José Zapiola Cortés (1802–1885) was a Chilean musician, composer and orchestra conductor.

==Life==
Zapiola was born in Santiago, the illegitimate son of the Argentinian lawyer Bonifacio Zapiola y Lezica and of the Chilean Carmen Cortés. He early showed a great talent for music and studied with Fray Antonio Briseño between 1812 and 1815. He learned by himself to play the clarinet in 1819, with the support and help of Danish businessman and music lover Carlos Drewetcke. He then trained as a silversmith with Elías Espejo. His parents sent him to Buenos Aires in 1824 to study harmony and composition.

On his return in 1826, he participated in the campaign of Chiloe as band-master of the 7th Regiment, and in 1830, on the arrival of the first operatic company in Chile, whose orchestra-leader had died, Zapiola was called to take his place and soon acquired fame, so that he was called repeatedly to Lima to lead the orchestra of the opera there.

Zapiola created the chair of music in the Normal School of Santiago and organized the first public musical concerts in Santiago y Valparaíso in 1842, and he may be called the creator of the musical art in Chile. He was rewarded with a gold medal for his services by the government in 1844.

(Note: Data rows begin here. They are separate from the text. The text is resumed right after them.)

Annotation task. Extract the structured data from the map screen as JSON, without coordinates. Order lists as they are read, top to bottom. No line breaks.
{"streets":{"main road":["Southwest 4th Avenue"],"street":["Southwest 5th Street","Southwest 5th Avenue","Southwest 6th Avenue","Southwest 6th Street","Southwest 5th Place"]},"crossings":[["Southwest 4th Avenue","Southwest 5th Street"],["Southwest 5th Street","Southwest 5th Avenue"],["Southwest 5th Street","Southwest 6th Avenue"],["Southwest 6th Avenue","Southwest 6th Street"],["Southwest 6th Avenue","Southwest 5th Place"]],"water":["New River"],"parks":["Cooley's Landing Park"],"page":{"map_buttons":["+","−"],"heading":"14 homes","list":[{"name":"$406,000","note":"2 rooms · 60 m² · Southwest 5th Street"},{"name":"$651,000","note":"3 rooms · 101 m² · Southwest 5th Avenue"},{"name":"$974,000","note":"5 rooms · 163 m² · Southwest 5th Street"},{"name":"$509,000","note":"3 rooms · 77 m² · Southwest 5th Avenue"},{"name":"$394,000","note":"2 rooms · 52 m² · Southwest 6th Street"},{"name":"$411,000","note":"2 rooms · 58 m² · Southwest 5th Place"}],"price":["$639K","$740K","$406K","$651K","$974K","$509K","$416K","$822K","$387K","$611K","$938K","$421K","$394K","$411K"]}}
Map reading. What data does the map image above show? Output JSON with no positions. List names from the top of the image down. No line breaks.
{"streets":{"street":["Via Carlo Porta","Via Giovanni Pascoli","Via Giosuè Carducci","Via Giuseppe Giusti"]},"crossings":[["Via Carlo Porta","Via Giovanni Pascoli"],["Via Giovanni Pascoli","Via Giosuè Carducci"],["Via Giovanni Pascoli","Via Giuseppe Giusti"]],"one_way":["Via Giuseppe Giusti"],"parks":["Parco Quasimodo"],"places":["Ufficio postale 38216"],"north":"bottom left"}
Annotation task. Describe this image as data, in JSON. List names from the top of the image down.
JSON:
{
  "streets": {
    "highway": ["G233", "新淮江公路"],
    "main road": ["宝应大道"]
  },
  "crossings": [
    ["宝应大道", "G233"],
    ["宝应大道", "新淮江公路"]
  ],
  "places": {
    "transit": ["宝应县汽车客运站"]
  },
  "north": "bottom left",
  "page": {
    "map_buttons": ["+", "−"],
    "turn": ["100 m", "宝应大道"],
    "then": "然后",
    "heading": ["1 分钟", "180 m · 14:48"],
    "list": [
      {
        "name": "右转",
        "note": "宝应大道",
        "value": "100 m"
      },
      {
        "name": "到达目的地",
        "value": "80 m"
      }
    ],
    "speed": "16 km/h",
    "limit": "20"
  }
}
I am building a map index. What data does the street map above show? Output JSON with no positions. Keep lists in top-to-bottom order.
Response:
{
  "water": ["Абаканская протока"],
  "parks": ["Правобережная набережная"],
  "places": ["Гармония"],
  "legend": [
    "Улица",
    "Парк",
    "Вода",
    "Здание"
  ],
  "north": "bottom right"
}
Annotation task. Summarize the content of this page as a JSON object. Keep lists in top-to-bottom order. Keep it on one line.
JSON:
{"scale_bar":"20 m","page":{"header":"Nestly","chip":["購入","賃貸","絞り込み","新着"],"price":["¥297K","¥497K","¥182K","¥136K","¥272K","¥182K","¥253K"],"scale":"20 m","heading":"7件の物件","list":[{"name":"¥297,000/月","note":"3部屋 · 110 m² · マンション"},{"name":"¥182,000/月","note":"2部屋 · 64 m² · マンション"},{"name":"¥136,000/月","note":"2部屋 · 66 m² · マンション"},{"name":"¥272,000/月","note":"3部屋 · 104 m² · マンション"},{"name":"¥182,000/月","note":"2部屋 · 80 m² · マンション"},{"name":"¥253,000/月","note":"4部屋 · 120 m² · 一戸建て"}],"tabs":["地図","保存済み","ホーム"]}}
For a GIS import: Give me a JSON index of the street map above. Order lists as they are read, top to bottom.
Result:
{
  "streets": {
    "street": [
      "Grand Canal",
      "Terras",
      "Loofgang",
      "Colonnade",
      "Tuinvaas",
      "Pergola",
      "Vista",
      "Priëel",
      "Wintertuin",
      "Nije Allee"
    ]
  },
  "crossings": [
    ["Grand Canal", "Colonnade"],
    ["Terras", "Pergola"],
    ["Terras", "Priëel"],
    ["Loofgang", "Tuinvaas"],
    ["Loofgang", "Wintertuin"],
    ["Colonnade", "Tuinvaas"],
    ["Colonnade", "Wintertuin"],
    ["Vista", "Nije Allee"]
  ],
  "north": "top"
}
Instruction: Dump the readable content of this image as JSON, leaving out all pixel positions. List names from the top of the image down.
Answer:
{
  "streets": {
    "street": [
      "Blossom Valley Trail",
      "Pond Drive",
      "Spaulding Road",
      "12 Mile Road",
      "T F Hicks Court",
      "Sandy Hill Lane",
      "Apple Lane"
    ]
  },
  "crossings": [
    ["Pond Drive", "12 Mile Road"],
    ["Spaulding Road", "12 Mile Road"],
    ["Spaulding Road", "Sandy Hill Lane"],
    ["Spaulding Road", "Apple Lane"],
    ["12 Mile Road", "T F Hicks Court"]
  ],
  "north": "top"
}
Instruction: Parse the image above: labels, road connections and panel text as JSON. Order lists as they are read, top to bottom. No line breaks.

In 1850, Zapiola participated in the "Egalitarian Society" (Sociedad de la Igualdad), a club created by Rafael Arcos Arlegui and Francisco Bilbao, which was a utopian socialist attempt, with deeply romantic overtones. The society was founded in Santiago on April 14, 1850, based on the ideals of the French Revolution of 1848. The membership was composed primarily of artisans and young people of middle and high class background.

In 1853 Zapiola co-founded (together with Isidora Zegers, José Bernardo Alzedo and Francisco Oliva) the weekly El Semanario Musical, the first specialized musical publication in the country. He was also co-editor of the Estrella de Chile. In 1857, Zapiola was appointed director of the newly founded Conservatory of Music at Santiago, where he taught many artists, but he resigned a few months later due to the perceived lack of interest and funding allotted by the government. From 1864 to 1874 he became the Choir-master of the Santiago Cathedral, a post he held in name until his death in Santiago in 1885.

==Works==
His best musical compositions are Domine ad adjuvandum me (1835), a Requiem (1836), Himno al triunfo de Yungay (1840), and Himno a San Martin (1842). He also wrote a book of historical incidents, sketches of Chilean customs and autobiographical memoirs: Remembrances of thirty years (1872) (Recuerdos de treinta años).